Segment Start: SUPPLIED RECORDS
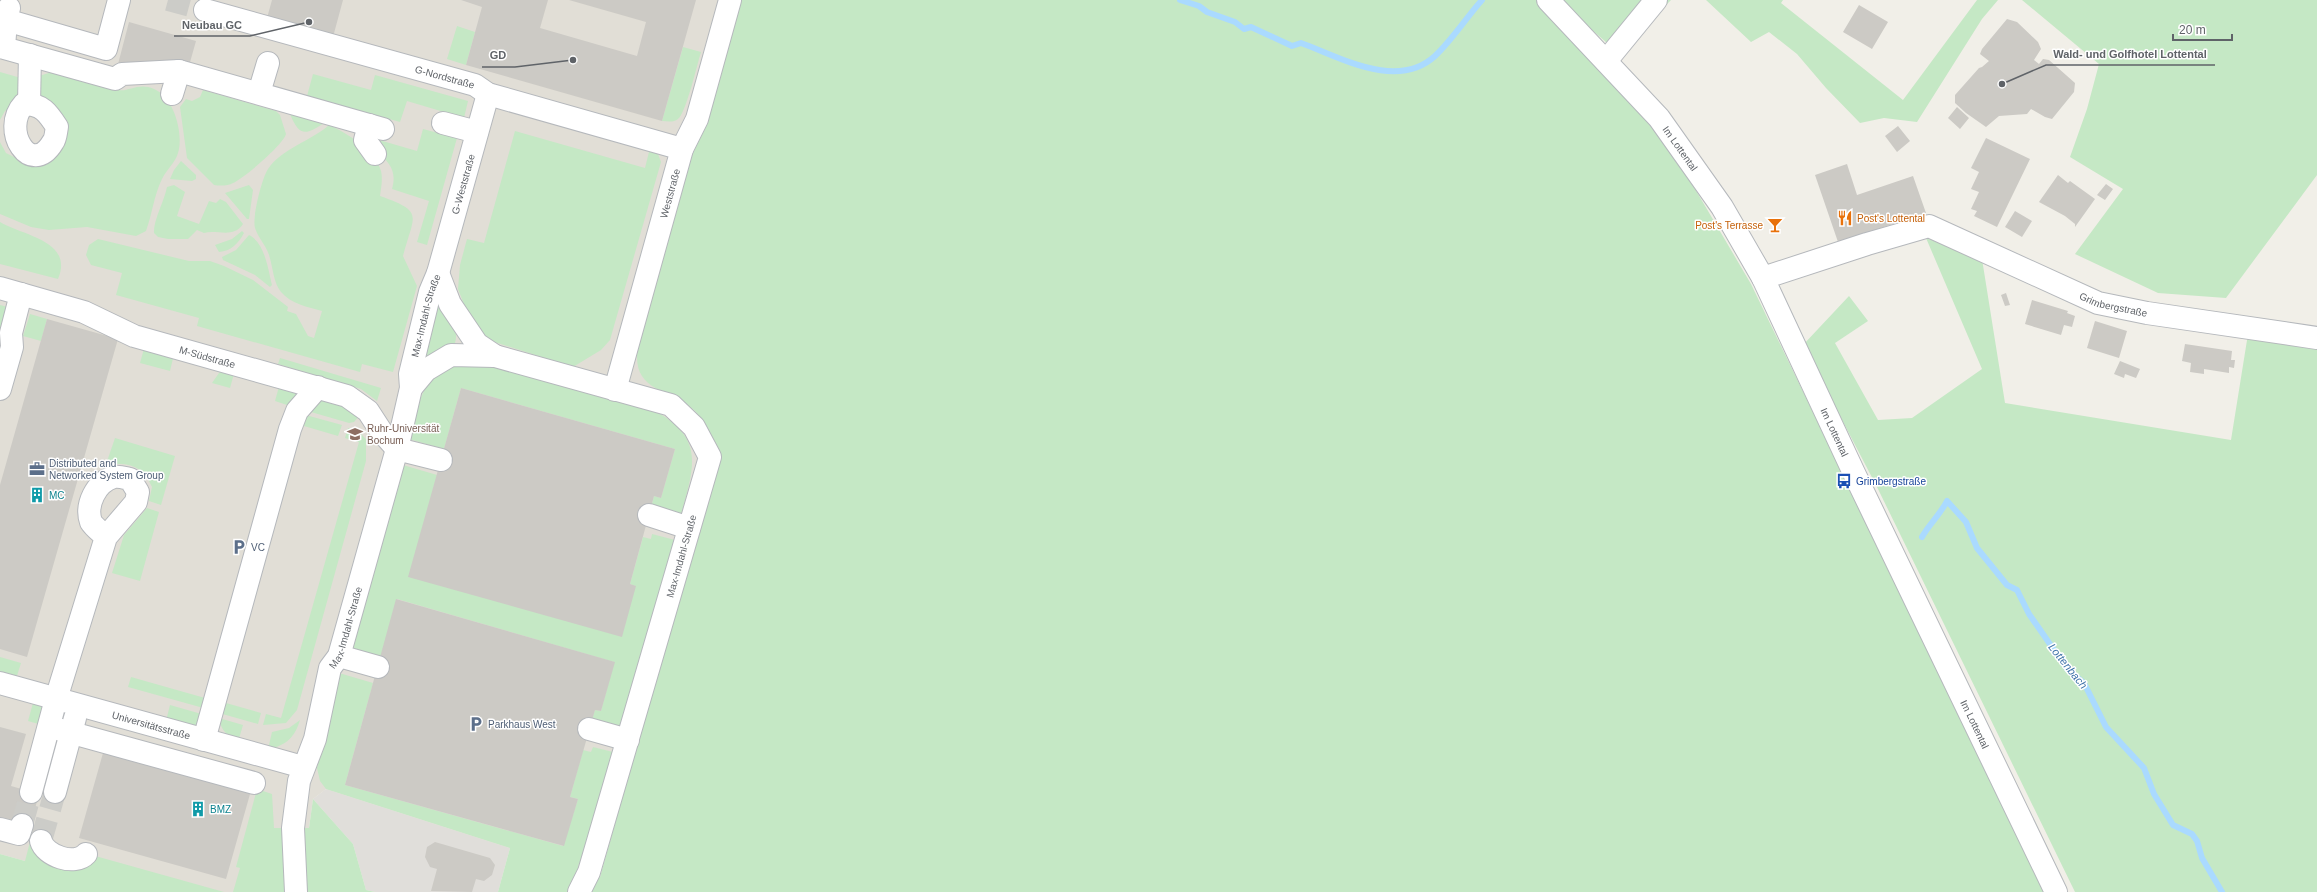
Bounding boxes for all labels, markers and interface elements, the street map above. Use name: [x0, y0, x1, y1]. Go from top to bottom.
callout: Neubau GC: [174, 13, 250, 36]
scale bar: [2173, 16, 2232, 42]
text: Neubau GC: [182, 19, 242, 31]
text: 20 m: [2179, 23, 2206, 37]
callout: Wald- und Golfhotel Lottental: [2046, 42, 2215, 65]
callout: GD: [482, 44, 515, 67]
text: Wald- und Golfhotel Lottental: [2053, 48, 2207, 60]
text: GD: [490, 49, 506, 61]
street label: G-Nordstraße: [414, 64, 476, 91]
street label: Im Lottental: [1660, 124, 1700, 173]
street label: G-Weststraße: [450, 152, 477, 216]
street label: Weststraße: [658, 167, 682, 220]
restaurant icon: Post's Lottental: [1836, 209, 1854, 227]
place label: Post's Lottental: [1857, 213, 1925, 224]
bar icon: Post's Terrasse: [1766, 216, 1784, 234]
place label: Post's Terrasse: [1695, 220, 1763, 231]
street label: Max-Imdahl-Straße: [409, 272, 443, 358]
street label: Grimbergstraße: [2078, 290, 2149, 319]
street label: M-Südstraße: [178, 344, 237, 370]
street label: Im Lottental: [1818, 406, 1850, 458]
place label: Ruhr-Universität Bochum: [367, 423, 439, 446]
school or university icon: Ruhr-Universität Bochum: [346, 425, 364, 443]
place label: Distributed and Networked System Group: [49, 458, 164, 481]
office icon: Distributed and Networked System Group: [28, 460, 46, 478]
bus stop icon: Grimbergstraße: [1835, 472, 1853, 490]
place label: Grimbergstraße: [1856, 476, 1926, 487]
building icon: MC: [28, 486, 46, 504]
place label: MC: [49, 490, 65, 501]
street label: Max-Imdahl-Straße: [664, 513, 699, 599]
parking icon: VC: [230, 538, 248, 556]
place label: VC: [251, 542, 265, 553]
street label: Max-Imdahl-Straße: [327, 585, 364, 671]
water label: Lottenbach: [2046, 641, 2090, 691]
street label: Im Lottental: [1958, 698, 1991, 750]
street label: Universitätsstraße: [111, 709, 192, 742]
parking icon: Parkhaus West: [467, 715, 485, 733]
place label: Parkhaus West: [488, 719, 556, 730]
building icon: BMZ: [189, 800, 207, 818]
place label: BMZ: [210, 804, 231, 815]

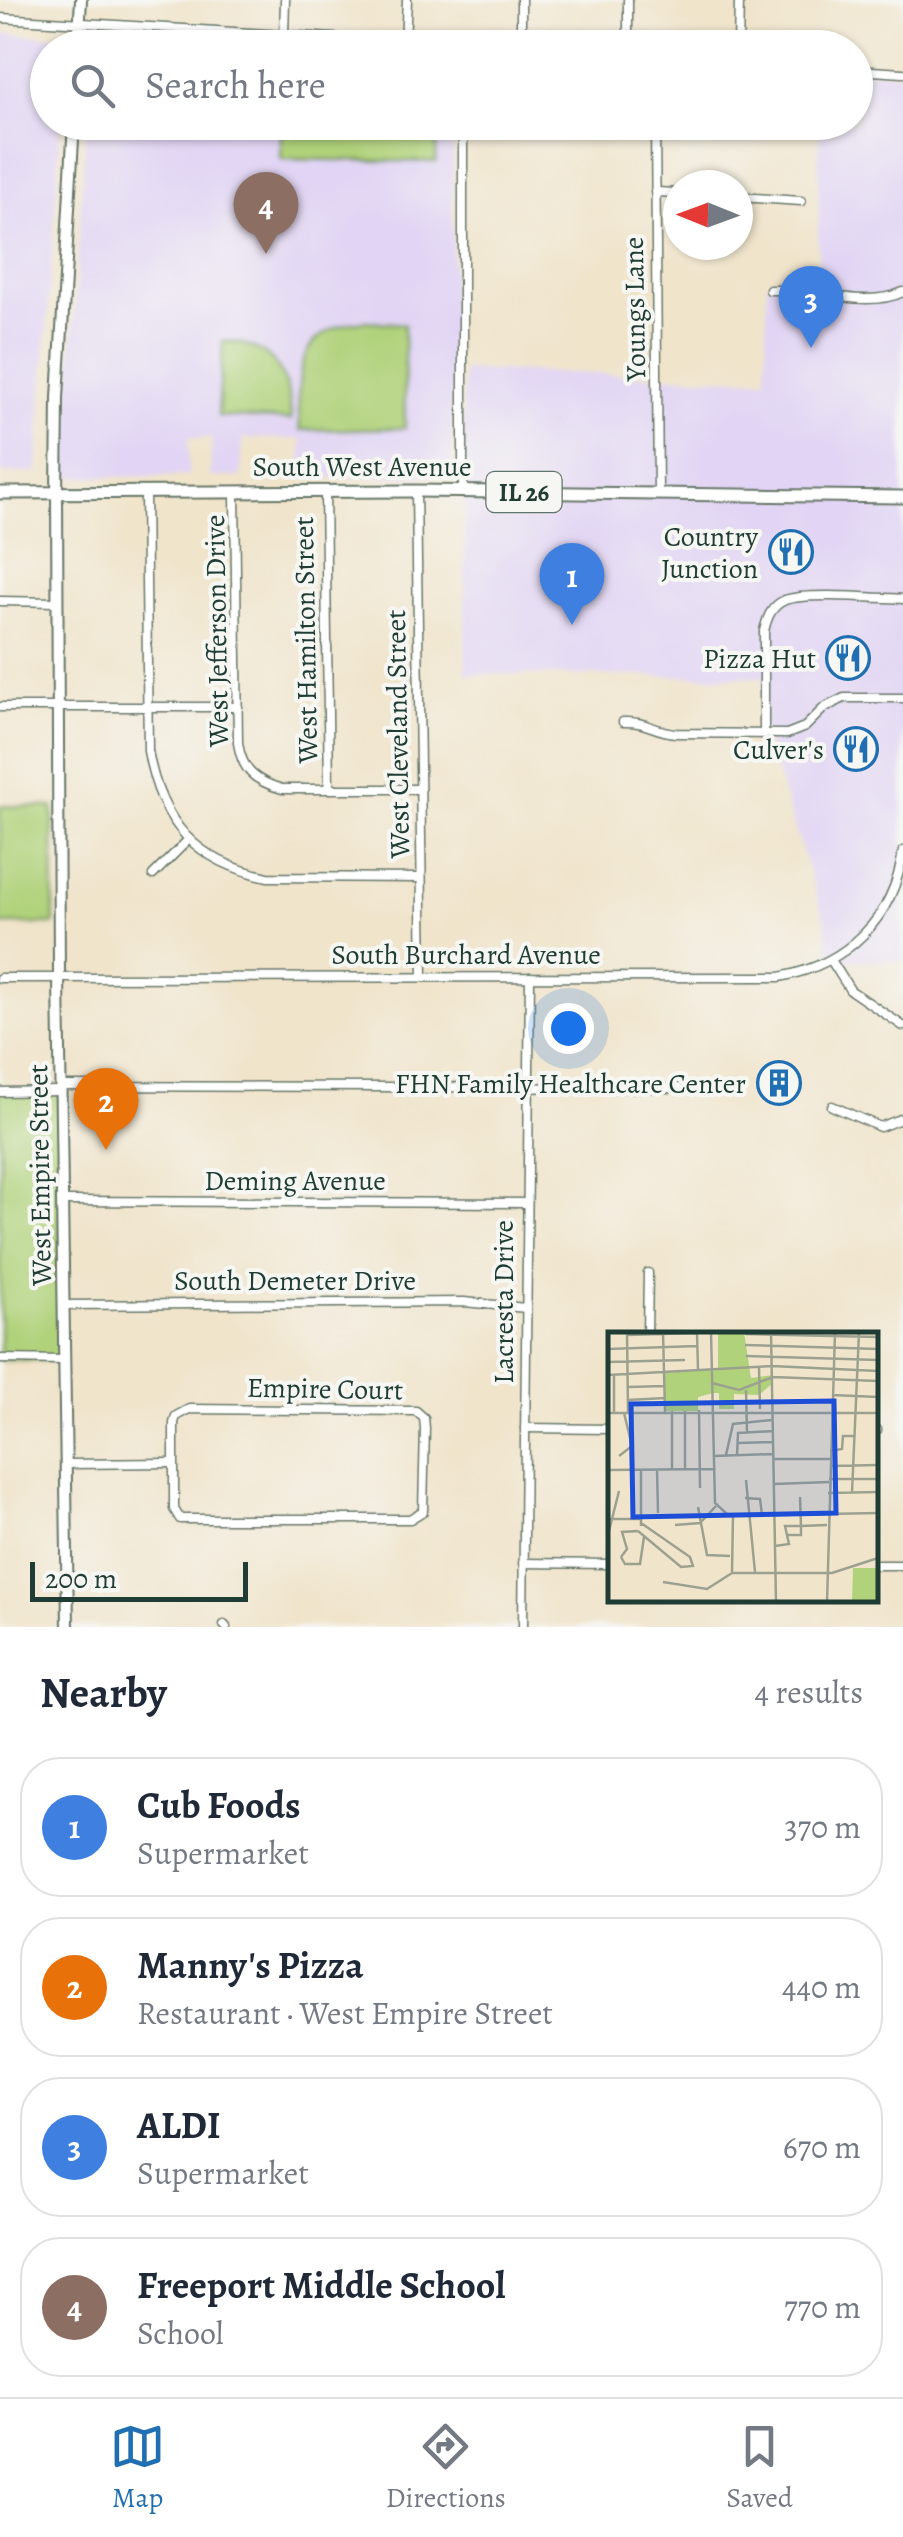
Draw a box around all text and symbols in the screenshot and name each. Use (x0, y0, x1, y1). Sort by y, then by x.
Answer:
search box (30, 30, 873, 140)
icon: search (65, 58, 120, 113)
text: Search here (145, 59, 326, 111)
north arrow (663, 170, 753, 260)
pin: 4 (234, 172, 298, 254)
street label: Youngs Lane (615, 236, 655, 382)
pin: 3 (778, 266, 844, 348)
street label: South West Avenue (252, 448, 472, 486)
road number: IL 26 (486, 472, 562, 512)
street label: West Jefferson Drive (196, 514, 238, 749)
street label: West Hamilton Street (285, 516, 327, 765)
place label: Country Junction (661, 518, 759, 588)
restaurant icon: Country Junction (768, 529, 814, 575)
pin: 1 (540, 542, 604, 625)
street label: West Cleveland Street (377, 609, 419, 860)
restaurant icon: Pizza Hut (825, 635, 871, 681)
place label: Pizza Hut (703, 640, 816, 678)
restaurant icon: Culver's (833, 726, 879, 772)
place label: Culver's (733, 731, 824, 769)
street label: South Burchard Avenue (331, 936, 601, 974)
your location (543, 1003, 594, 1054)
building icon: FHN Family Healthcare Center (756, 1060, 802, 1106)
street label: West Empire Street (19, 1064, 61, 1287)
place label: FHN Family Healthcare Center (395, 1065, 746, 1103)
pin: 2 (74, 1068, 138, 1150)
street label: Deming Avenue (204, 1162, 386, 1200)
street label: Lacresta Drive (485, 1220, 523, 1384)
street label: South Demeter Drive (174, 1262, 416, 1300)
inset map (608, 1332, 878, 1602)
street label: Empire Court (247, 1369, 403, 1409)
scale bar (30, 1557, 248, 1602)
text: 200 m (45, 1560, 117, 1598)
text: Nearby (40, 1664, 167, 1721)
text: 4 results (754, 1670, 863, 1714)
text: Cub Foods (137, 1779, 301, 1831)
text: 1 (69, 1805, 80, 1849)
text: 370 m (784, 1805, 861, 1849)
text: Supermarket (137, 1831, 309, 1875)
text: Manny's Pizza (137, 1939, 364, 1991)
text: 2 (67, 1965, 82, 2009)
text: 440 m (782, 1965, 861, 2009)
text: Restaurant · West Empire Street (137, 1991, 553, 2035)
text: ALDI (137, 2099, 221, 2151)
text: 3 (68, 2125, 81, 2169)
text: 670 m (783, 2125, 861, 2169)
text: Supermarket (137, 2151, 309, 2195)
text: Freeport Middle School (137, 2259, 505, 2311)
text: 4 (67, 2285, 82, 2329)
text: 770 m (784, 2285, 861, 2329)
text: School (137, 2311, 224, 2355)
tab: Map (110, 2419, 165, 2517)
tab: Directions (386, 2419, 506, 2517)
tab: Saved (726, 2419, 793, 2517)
Segment End: SUPPLIED RECORDS
> PROBLEM DESCRIPTION: Whenever a line includes the word "building", pull it out of the entries.

> COMPLETED EXERCISE:
building icon: MC: [28, 486, 46, 504]
building icon: BMZ: [189, 800, 207, 818]
building icon: FHN Family Healthcare Center (756, 1060, 802, 1106)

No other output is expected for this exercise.